Neue Form der erfahrungsabhängigen Plastizität des adulten Gehirns entdeckt
Neue Forschungsergebnisse von Wissenschaftlern aus Köln, München und Mainz zeigen ein bisher unbekanntes Ausmaß der erfahrungsabhängigen Reorganisation der Konnektivität neuentstandener Neurone des Hippokampus. Diese Reorganisation könnte einen wichtigen Einfluss auf die Informationsverarbeitung im adulten Gehirn ausüben.

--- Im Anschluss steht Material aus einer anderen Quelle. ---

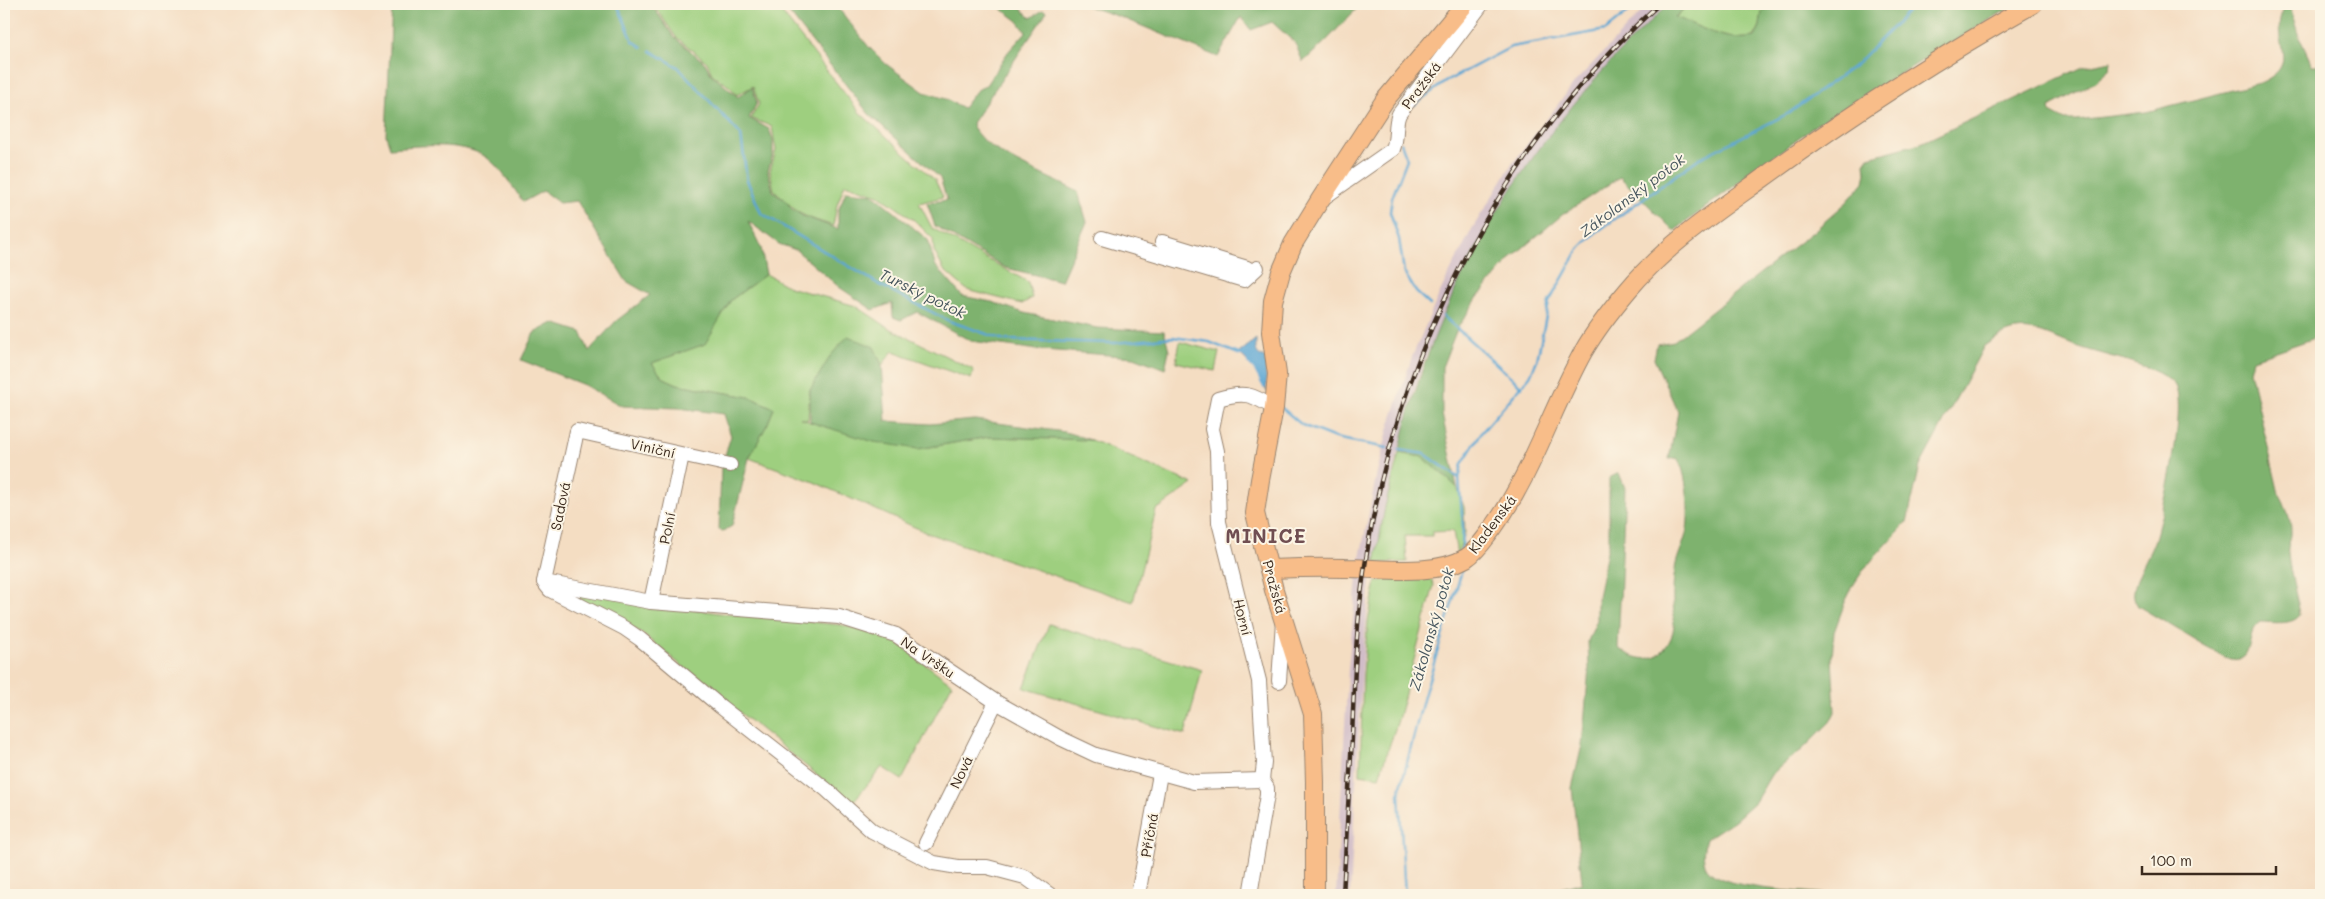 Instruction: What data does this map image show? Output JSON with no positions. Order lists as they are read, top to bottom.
{
  "streets": {
    "main road": ["Pražská", "Kladenská"],
    "street": [
      "Viniční",
      "Sadová",
      "Polní",
      "Horní",
      "Na Vršku",
      "Nová",
      "Příčná"
    ]
  },
  "crossings": [
    ["Pražská", "Kladenská"],
    ["Pražská", "Horní"],
    ["Viniční", "Sadová"],
    ["Viniční", "Polní"],
    ["Sadová", "Na Vršku"],
    ["Polní", "Na Vršku"],
    ["Horní", "Na Vršku"],
    ["Na Vršku", "Nová"],
    ["Na Vršku", "Příčná"]
  ],
  "districts": ["MINICE"],
  "water": ["Zákolanský potok", "Turský potok"],
  "scale_bar": "100 m"
}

Der Hippokampus ist ein anatomisches Hirnareal, das zentral an der Gedächtnisbildung und der Regulation des emotionalen Verhaltens beteiligt ist. Darüber hinaus ist es eine der wenigen Regionen des erwachsenen Gehirns, in der neurale Stammzellen lebenslang neue Nervenzellen generieren. Diese bieten dem hippokampalen Schaltkreis eine fast einzigartige Möglichkeit der Plastizität, die eine wichtige Bedeutung für die Informationsverarbeitung und Regulierung des Gemütszustandes hat. Die Anzahl der neugebildeten Neurone des Hippokampus wird abhängig von neuen Erfahrungen und physischen Aktivitäten wie beispielsweise Sport gesteigert. Wissenschaftler vom Exzellenzcluster CECAD, der LMU München und Univ.-Prof. Benedikt Berninger von der Universitätsmedizin der Johannes-Gutenberg-Universität Mainz haben gemeinsam erforscht, ob neben der Neurogenese auch die Konnektivität der Neuronen durch Erfahrungen beeinflusst wird.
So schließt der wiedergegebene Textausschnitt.